De ce point de vue, l’obligation pour toute personne désirant quitter son domicile de remplir elle-même une « attestation de déplacement dérogatoire » peut-être considérée comme un chef-d’œuvre de machiavélisme. Affectant de s’en remettre à la responsabilité individuelle des citoyens – une autogestion du flicage – ce dispositif les mettait en réalité à la merci des policiers, appelés à juger souverainement, sans garantie de défense (mais avec grand risque de sévices corporels) de ce qui mérite par exemple d’être qualifié de « denrée de première nécessité ». Selon l’étroitesse du cortex ou le goût de la taquinerie de tel ou tel fonctionnaire de police, ont été jugés inappropriés l’achat de bouteilles de soda par une mère de famille, ou de serviettes hygiéniques par un jeune homme pour sa compagne[1]. Selon mes observations, mais je ne dispose pas de données statistiques pour les étayer, les « attestations » recopiées à la main (tout le monde n’a pas d’imprimante ou de cartouches d’encre) ou enregistrées sur un téléphone portable – d’ailleurs parfaitement licites – ont suscités le maximum de réactions violentes et juridiquement injustifiées des policiers. Évidemment, le fait d’avoir une gueule d’arabe est un biais susceptible de fausser toutes les statistiques.

Crise d’expression sanitaire – mais en réalité politique et sociale – la pandémie a mis en lumière, mieux que de récents mouvements de grève du personnel hospitalier et de celui des maisons d’accueil médicalisé pour personnes âgées, la crise capitaliste organisée dans le domaine de la santé. Moitié crainte réelle de ne pouvoir faire face à l’afflux de patients atteints du covid-19, moitié crainte de prêter le flanc à la critique de ne pas avoir prévu tout ce qui pouvait l’être, les moyens hospitaliers soumis depuis des années à une désorganisation réductrice inspirée par une pseudo-rationalisation financière ont été intégralement mobilisés pour endiguer l’épidémie. Le scandale déjà évoqué ici-même d’une réduction drastique des heures de blocs opératoires dans des secteurs comme la chirurgie anticancéreuse s’est poursuivi à une échelle inconnue jusqu’alors. Toutes les opérations ont été annulées. On a menti aux patient·e·s. Des instances administratives ont condamné à mort un certain de nombre de personnes, sans que les médecins des services concernés aient été seulement consultés sur leur sort.
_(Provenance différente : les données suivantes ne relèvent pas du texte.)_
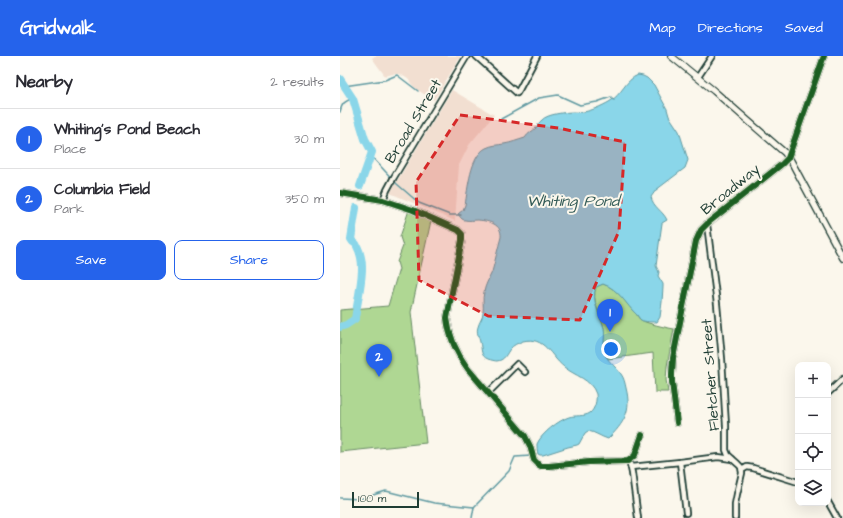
<!DOCTYPE html>
<html lang="en">
<head>
<meta charset="utf-8">
<style>
  :root { --surface:#fff; --page:#f7f7f7; --text:#2b2b33; --muted:#7c7c81; --line:#e1e1e2; --accent:#2563eb }
  body { margin:0; font-family:"Architects Daughter",sans-serif; background:var(--page); color:var(--text) }
  .controls { position:absolute; right:12px; bottom:12px; display:grid; overflow:hidden; border-radius:8px; box-shadow:0 4px 16px #0002 }
  .controls button { width:36px; height:36px; display:grid; place-items:center; padding:0; border:0; border-bottom:1px solid var(--line); background:var(--surface); color:var(--text); font:20px sans-serif }
  .scale { position:absolute; left:12px; bottom:10px; width:67px; box-sizing:border-box; padding-left:4px; border:2px solid #1f3d34; border-top:0; font-size:11px; line-height:14px; white-space:nowrap; color:#1f3d34; -webkit-text-stroke:3px #fbf7ec; paint-order:stroke }
  .you { position:absolute; left:271px; top:293px; width:14px; height:14px; margin:-10px; border:3px solid #fff; border-radius:50%; background:#1a73e8; box-shadow:0 0 0 6px #1a73e833 }
  .badge { display:grid; place-items:center; width:26px; height:26px; border-radius:50%; background:var(--accent); color:#fff; font-size:13px; font-weight:700 }
  .pin { position:absolute; translate:-50% -33px; filter:drop-shadow(0 1px 2px #0008) }
  .pin::after { content:''; position:absolute; top:21px; width:14px; height:12px; background:inherit; clip-path:polygon(0 0,100% 0,50% 100%) }
  .list { margin:0; padding:0; list-style:none }
  h2 { display:flex; justify-content:space-between; align-items:center; height:52px; margin:0; padding:0 16px; font-size:17px }
  h2 small { font-size:13px; font-weight:400; color:var(--muted) }
  .list li { display:grid; grid-template-columns:26px 1fr auto; gap:12px; align-items:center; box-sizing:border-box; height:60px; padding:0 16px; border-top:1px solid var(--line) }
  .list b { display:block; font-size:15px; white-space:nowrap }
  .list p { margin:0; font-size:13px; white-space:nowrap; color:var(--muted) }
  .list em { font-size:13px; font-style:normal; color:var(--muted) }
  .actions { display:flex; gap:8px; padding:12px 16px }
  .actions a { flex:1; padding:9px 0; border:1px solid var(--accent); border-radius:8px; text-align:center; font-size:14px; color:var(--accent) }
  .actions .main { background:var(--accent); color:#fff }
  .icon { flex:none; width:22px; height:22px; fill:none; stroke:currentColor; stroke-width:2; stroke-linecap:round; stroke-linejoin:round }
  .map { position:relative; flex:none; width:503px; height:462px; overflow:hidden }
  header { display:flex; align-items:center; gap:24px; box-sizing:border-box; height:56px; padding:0 20px; background:var(--accent); color:#fff }
  header strong { font-size:19px }
  nav { display:flex; gap:22px; margin-inline-start:auto; font-size:14px }
  main { display:flex }
  aside { flex:1; background:var(--surface) }
  .map>svg:first-child { display:block }
  .built { fill:#f2dfd1 }
  .green { fill:#afd793; stroke:#678a64 }
  .water { fill:#8ad6e9; stroke:#5f99a1 }
  .lines { fill:none; stroke-linecap:round; stroke-linejoin:round }
  .stream { stroke:#5f99a1; stroke-width:1.5 }
  .river { stroke:#8ad6e9; stroke-width:8 }
  .minor-casing { stroke:#1f3d34; stroke-width:8 }
  .tertiary-casing { stroke:#1f3d34; stroke-width:8 }
  .minor { stroke:#fbf7ec; stroke-width:4.5 }
  .tertiary { stroke:#fbf7ec; stroke-width:5.5 }
  .cycleway-casing { stroke:#fbf7ec; stroke-width:8 }
  .cycleway { stroke:#1b5e20; stroke-width:6 }
  .marked { fill:#d62828; fill-opacity:0.2; stroke:#d62828; stroke-width:3; stroke-dasharray:8 5; stroke-linejoin:round }
  .labels { text-anchor:middle; stroke-width:4; stroke-linejoin:round; paint-order:stroke }
  .street-label { font-size:15px; fill:#1f3d34; stroke:#fbf7ec }
  .water-label { font-size:16px; font-style:italic; fill:#345c58; stroke:#fbf7ec }
</style>
</head>
<body>
<header>
<strong>Gridwalk</strong>
<nav><a>Map</a><a>Directions</a><a>Saved</a></nav>
</header>
<main>
<aside>
<h2>Nearby<small>2 results</small></h2>
<ul class="list">
<li><span class="badge">1</span><div><b>Whiting's Pond Beach</b><p>Place</p></div><em>30 m</em></li>
<li><span class="badge">2</span><div><b>Columbia Field</b><p>Park</p></div><em>350 m</em></li>
</ul>
<div class="actions"><a class="main">Save</a><a>Share</a></div>
</aside>
<div class="map">
<svg width="503" height="462" viewBox="0 0 503 462">
  <rect width="100%" height="100%" fill="#fbf7ec"/>
  <filter id="ink" filterUnits="userSpaceOnUse"><feTurbulence type="fractalNoise" baseFrequency=".025" numOctaves="2"/><feDisplacementMap in="SourceGraphic" scale="8" xChannelSelector="R" yChannelSelector="G"/><feConvolveMatrix kernelMatrix="1 2 1 2 8 2 1 2 1" color-interpolation-filters="sRGB"/></filter>
  <g filter="url(#ink)">
    <g class="built">
      <path d="M 35,0 L 121,0 L 94,44 L 79,35 L 73,30 L 68,23 L 63,20 L 59,18 L 53,18 L 45,20 L 32,2 Z"/>
      <path d="M 112,34 L 154,59 L 129,89 L 119,109 L 115,165 L 50,137 Z"/>
    </g>
    <g class="green">
      <path d="M 69,154 L 87,156 L 92,160 L 71,256 L 86,387 L 0,396 L 0,254 L 48,250 L 59,213 L 57,206 L 63,190 L 60,181 Z"/>
      <path d="M 263,228 C 279,233 286,248 297,259 C 298,261 299,263 301,264 C 305,267 328,272 334,273 L 327,310 L 326,324 L 328,336 L 315,336 L 313,297 L 268,303 C 259,290 267,283 264,272 C 261,259 251,245 256,231 Z"/>
    </g>
    <path class="water" d="M 298,19 L 303,20 L 307,22 L 314,29 L 327,53 L 329,60 L 339,75 L 348,104 L 345,112 L 316,134 L 311,141 C 313,151 323,155 327,164 L 322,167 L 316,210 L 319,216 L 318,220 L 323,228 L 323,231 L 322,246 L 320,261 L 317,266 C 313,266 304,266 301,264 C 299,263 299,261 297,259 C 286,249 279,233 263,228 L 256,231 C 251,243 259,258 263,269 C 267,279 261,289 265,299 C 269,306 276,311 281,318 C 284,322 285,327 286,332 C 292,355 284,367 268,383 C 261,381 255,376 248,375 L 245,377 L 239,388 L 237,389 L 228,391 L 203,399 L 200,399 L 198,398 C 197,394 197,391 197,388 C 201,378 219,364 229,361 C 235,359 244,361 250,357 C 255,353 257,344 256,338 C 251,323 235,320 224,311 C 210,300 205,280 183,285 C 178,287 173,289 170,293 C 166,298 165,304 157,305 C 155,305 151,304 148,303 C 140,300 142,293 140,286 C 139,281 136,276 138,271 C 139,266 143,262 143,257 C 144,250 142,243 144,236 C 145,229 149,223 152,216 C 155,205 158,192 161,181 C 162,168 149,165 138,164 C 134,164 129,165 125,164 C 122,164 120,161 118,158 L 123,154 L 125,149 C 128,133 130,100 146,92 C 152,89 158,89 164,88 C 171,87 178,84 185,82 C 188,77 193,75 196,72 C 198,69 199,66 202,64 C 207,58 226,56 234,56 C 237,56 240,57 243,56 C 251,55 262,50 269,46 C 282,39 285,24 298,19 Z"/>
    <g class="lines">
      <g class="stream">
        <path d="M 4,30 L 45,24 L 57,19 L 78,35"/>
        <path d="M 0,56 C 2,47 4,46 13,42"/>
        <path d="M 161,63 L 199,42 L 218,39 L 240,49 L 257,46 L 271,41 L 274,44"/>
        <path d="M 31,100 L 57,128 L 79,147 L 110,159 L 121,159"/>
        <path d="M 0,442 L 20,443 L 46,435 L 94,447 L 134,451"/>
        <path d="M 132,462 L 134,451 L 169,415 L 175,401 L 191,400"/>
      </g>
      <g class="river">
        <path d="M 0,23 L 13,43 L 25,83 L 32,96 L 20,130"/>
        <path d="M 0,271 L 6,269 L 15,263 C 17,248 22,227 22,212 C 22,204 20,195 16,188 L 13,186 L 11,183 L 16,152"/>
      </g>
      <defs>
        <g id="minor">
          <path d="M 136,0 L 177,37 L 180,32 L 197,0"/>
          <path d="M 358,21 L 372,0"/>
          <path d="M 0,137 L 43,144 L 73,154 L 118,174 L 122,178 L 122,184 L 107,262 C 109,281 117,298 128,313 L 185,380 L 190,390 L 194,404 L 199,409 L 201,410 L 209,410 L 249,406 L 288,405 L 293,401 L 295,399 L 302,379"/>
          <path d="M 43,144 L 47,134 L 54,121 L 127,0"/>
          <path d="M 367,168 L 377,248 L 382,303 L 385,354 L 386,369 L 386,394 L 388,399 L 398,408 L 401,411 L 402,417 L 397,438 L 395,448 L 395,462"/>
          <path d="M 148,337 L 177,308 L 185,316"/>
          <path d="M 488,337 L 503,323"/>
          <path d="M 337,367 L 332,326 L 332,318 L 333,302 L 356,185 L 361,174 L 369,166 L 442,108 L 448,102"/>
          <path d="M 340,406 L 346,457"/>
          <path d="M 290,408 L 292,417 L 298,462"/>
          <path d="M 291,411 L 340,406 L 378,401 L 392,403"/>
          <path d="M 402,414 L 407,411 L 413,412 L 458,426"/>
          <path d="M 488,446 L 497,462"/>
        </g>
        <g id="tertiary">
          <path d="M 331,0 L 374,35 L 445,97 L 451,105 L 503,202"/>
          <path d="M 448,102 L 484,0"/>
        </g>
      </defs>
      <use href="#minor" class="minor-casing"/>
      <use href="#tertiary" class="tertiary-casing"/>
      <use href="#minor" class="minor"/>
      <use href="#tertiary" class="tertiary"/>
      <defs>
        <g id="cycleway">
          <path d="M 0,137 L 43,144 L 73,154 L 118,174 L 122,178 L 122,184 L 107,262 C 109,281 117,298 128,313 L 185,380 L 190,390 L 194,404 L 199,409 L 201,410 L 209,410 L 249,406 L 288,405 L 293,401 L 295,399 L 302,379"/>
          <path d="M 337,367 L 332,326 L 332,318 L 333,302 L 356,185 L 361,174 L 369,166 L 442,108 L 448,102 L 484,0"/>
        </g>
      </defs>
      <use href="#cycleway" class="cycleway-casing"/>
      <use href="#cycleway" class="cycleway"/>
    </g>
  </g>
  <path class="marked" d="M 120,59 L 218,72 L 285,86 L 279,175 L 240,264 L 148,260 L 79,224 L 76,126 Z"/>
  <g class="labels">
    <g class="street-label">
      <text transform="translate(73 65) rotate(-59)" y="5">Broad Street</text>
      <text transform="translate(390 133) rotate(-39)" y="5">Broadway</text>
      <text transform="translate(370 319) rotate(-94)" y="5">Fletcher Street</text>
    </g>
    <g class="water-label">
      <text x="233" y="150">Whiting Pond</text>
    </g>
  </g>
</svg>
<div class="controls">
<button>+</button>
<button>−</button>
<button><svg class="icon" aria-label="locate" viewBox="0 0 24 24"><circle cx="12" cy="12" r="6"/><path d="M12 2v4M12 18v4M2 12h4M18 12h4"/></svg></button>
<button><svg class="icon" aria-label="layers" viewBox="0 0 24 24"><path d="M12 4l9 5-9 5-9-5zM3 14l9 5 9-5"/></svg></button>
</div>
<div class="scale">100 m</div>
<div class="you"></div>
<div class="pin badge" style="left:270px;top:276px">1</div>
<div class="pin badge" style="left:39px;top:321px">2</div>
</div>
</main>
</body>
</html>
Comme on a prescrit à ces personnes des traitements susceptibles de prolonger leur vie pendant quelques jours ou quelques semaines, leur mort n’apparaîtra jamais dans le bilan de la gestion scandaleuse de cette crise. J’insiste sur le fait qu’il ne s’agit pas d’un phénomène nouveau, mais du stade suprême d’un phénomène en cours, appelé à s’aggraver, y compris du fait de la pandémie.

L’idée selon laquelle des « leçons » pourraient être tirées de la crise et de la manière scandaleuse dont elle a été gérée est oiseuse. À moins que ces leçons soient imposées par la force aux gouvernants, tant au sommet de l’État que des gestionnaires des hôpitaux. Pour l’heure, le personnel hospitalier témoigne que des bilans comptables sont dors et déjà communiqués pour la période du premier confinement, qui soulignent et déplorent un déficit d’activité dans certains secteurs. Comme si rien n’était venu bousculer le train-train hospitalier ces derniers mois…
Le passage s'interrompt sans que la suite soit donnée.